● **Study material**:
--- START ---

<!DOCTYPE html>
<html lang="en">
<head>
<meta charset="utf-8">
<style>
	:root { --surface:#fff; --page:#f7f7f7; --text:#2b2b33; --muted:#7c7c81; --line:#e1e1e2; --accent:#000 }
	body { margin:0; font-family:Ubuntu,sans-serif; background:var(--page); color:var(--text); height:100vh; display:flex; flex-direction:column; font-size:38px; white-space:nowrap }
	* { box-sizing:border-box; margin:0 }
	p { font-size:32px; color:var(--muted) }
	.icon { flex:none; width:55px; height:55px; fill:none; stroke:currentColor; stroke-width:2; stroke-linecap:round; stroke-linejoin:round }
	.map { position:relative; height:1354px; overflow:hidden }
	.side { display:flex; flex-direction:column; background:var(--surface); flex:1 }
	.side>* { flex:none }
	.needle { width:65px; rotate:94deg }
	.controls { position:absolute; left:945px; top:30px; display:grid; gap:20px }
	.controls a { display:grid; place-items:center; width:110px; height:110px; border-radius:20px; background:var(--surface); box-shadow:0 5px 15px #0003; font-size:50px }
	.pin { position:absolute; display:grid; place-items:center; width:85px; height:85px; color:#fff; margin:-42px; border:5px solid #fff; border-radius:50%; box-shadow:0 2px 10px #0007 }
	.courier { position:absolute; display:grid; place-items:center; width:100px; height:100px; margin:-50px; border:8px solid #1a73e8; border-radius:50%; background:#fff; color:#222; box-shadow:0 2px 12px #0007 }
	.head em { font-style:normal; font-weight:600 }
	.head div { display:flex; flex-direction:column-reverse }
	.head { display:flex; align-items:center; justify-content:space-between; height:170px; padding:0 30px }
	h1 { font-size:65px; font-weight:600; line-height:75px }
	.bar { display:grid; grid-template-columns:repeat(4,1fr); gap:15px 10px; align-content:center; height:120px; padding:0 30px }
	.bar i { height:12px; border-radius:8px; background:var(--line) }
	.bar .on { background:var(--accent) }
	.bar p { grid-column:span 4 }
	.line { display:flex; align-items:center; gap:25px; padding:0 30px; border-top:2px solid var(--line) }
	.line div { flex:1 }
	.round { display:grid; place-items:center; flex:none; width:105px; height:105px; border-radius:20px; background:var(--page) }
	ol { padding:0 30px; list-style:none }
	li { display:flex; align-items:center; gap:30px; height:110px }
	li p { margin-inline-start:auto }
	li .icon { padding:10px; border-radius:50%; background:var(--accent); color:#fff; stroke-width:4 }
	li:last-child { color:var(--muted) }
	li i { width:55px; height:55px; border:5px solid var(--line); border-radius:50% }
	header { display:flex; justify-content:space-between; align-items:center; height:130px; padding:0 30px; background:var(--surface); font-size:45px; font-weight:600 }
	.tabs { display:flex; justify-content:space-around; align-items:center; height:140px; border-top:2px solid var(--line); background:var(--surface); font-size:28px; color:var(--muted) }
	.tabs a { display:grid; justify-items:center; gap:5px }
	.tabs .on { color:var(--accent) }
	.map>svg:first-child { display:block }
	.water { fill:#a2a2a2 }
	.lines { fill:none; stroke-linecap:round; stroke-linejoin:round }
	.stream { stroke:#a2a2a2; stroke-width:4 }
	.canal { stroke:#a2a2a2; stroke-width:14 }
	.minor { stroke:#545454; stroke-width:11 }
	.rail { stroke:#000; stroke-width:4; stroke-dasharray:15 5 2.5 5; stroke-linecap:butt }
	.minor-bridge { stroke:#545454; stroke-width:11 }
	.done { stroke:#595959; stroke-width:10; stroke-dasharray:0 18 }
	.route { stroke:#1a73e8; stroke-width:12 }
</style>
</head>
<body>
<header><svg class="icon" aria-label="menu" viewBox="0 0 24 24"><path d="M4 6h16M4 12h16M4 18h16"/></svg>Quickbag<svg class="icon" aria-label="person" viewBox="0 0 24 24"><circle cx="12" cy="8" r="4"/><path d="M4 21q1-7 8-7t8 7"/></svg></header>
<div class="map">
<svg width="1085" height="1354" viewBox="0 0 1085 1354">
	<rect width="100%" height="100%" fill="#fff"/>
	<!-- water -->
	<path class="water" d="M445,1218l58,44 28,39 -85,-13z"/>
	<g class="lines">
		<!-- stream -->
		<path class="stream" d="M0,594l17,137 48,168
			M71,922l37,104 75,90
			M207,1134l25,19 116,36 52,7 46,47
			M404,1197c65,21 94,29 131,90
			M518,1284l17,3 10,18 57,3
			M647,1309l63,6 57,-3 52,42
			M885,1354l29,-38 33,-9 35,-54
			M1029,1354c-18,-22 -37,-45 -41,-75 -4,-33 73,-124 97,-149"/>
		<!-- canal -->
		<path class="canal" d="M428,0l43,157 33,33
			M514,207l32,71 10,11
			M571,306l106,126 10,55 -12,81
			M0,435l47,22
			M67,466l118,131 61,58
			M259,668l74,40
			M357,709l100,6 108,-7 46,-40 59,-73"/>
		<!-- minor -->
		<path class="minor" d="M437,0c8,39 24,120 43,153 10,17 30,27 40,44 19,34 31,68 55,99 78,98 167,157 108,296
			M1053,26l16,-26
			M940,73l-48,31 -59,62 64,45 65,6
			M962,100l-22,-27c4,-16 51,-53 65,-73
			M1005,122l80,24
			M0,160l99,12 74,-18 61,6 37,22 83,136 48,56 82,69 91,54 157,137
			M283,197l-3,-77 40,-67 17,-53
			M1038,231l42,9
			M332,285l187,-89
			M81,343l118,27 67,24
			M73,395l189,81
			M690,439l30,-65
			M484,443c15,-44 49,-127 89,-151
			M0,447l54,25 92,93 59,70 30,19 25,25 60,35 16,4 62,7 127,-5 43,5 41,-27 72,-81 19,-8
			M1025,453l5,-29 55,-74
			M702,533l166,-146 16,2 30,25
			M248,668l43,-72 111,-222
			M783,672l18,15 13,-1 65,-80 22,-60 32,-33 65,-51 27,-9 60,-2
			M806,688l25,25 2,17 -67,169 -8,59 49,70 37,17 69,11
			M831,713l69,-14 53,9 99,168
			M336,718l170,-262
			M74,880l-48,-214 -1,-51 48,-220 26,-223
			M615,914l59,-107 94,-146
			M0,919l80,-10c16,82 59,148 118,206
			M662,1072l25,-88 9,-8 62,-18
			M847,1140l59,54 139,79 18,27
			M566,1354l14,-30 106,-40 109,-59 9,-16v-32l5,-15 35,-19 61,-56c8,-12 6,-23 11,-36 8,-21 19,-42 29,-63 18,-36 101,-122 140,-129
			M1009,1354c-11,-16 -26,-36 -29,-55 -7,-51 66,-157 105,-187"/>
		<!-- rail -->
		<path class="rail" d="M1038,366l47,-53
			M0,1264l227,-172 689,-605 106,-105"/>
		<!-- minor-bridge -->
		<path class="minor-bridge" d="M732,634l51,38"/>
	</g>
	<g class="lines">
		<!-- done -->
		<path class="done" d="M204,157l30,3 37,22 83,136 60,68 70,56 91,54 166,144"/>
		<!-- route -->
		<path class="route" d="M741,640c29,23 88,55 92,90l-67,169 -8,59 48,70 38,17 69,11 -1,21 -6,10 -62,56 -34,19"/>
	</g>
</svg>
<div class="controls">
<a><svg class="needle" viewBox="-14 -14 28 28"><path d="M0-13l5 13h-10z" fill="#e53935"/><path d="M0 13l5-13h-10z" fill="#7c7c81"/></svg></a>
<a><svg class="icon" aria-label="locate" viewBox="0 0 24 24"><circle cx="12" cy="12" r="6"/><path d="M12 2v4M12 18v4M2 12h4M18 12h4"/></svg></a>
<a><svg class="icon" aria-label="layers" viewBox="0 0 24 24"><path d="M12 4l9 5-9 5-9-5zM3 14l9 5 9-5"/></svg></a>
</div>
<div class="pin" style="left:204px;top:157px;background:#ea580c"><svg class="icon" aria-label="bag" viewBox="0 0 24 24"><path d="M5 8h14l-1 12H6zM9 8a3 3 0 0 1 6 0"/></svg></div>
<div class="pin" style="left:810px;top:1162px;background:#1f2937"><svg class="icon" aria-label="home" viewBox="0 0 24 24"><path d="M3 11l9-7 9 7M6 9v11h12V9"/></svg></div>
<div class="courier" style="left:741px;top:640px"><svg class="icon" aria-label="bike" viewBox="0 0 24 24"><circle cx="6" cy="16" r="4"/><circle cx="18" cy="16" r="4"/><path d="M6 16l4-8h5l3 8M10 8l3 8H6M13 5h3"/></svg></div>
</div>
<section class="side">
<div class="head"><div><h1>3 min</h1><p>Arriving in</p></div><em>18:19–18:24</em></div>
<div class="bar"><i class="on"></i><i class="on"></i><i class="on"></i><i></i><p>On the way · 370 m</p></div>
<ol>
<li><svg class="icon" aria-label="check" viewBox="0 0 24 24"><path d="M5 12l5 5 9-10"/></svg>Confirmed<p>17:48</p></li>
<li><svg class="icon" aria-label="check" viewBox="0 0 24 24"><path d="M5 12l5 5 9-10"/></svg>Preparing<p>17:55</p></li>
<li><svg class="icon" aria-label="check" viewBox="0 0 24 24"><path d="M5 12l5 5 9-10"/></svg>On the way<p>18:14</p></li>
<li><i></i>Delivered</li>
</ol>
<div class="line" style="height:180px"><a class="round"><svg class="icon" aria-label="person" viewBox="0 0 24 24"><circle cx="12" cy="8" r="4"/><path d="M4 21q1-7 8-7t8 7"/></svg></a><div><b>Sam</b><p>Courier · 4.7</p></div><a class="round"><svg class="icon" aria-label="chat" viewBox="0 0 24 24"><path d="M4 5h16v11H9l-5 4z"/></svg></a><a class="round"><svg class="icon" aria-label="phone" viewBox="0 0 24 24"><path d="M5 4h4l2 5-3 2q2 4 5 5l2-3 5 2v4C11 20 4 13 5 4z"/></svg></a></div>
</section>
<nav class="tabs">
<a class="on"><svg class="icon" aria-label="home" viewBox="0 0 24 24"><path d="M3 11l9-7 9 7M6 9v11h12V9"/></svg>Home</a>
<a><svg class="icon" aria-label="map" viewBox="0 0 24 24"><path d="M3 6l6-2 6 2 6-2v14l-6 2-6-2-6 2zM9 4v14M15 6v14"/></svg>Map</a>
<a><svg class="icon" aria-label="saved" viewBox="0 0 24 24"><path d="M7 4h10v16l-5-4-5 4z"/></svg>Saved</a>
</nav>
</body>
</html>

--- END ---

● **What to do**: Print the material above verbatim, first line through the line containing "display:flex; align-items:center; gap:25px;", both included.

● **Output for this task**:
<!DOCTYPE html>
<html lang="en">
<head>
<meta charset="utf-8">
<style>
	:root { --surface:#fff; --page:#f7f7f7; --text:#2b2b33; --muted:#7c7c81; --line:#e1e1e2; --accent:#000 }
	body { margin:0; font-family:Ubuntu,sans-serif; background:var(--page); color:var(--text); height:100vh; display:flex; flex-direction:column; font-size:38px; white-space:nowrap }
	* { box-sizing:border-box; margin:0 }
	p { font-size:32px; color:var(--muted) }
	.icon { flex:none; width:55px; height:55px; fill:none; stroke:currentColor; stroke-width:2; stroke-linecap:round; stroke-linejoin:round }
	.map { position:relative; height:1354px; overflow:hidden }
	.side { display:flex; flex-direction:column; background:var(--surface); flex:1 }
	.side>* { flex:none }
	.needle { width:65px; rotate:94deg }
	.controls { position:absolute; left:945px; top:30px; display:grid; gap:20px }
	.controls a { display:grid; place-items:center; width:110px; height:110px; border-radius:20px; background:var(--surface); box-shadow:0 5px 15px #0003; font-size:50px }
	.pin { position:absolute; display:grid; place-items:center; width:85px; height:85px; color:#fff; margin:-42px; border:5px solid #fff; border-radius:50%; box-shadow:0 2px 10px #0007 }
	.courier { position:absolute; display:grid; place-items:center; width:100px; height:100px; margin:-50px; border:8px solid #1a73e8; border-radius:50%; background:#fff; color:#222; box-shadow:0 2px 12px #0007 }
	.head em { font-style:normal; font-weight:600 }
	.head div { display:flex; flex-direction:column-reverse }
	.head { display:flex; align-items:center; justify-content:space-between; height:170px; padding:0 30px }
	h1 { font-size:65px; font-weight:600; line-height:75px }
	.bar { display:grid; grid-template-columns:repeat(4,1fr); gap:15px 10px; align-content:center; height:120px; padding:0 30px }
	.bar i { height:12px; border-radius:8px; background:var(--line) }
	.bar .on { background:var(--accent) }
	.bar p { grid-column:span 4 }
	.line { display:flex; align-items:center; gap:25px; padding:0 30px; border-top:2px solid var(--line) }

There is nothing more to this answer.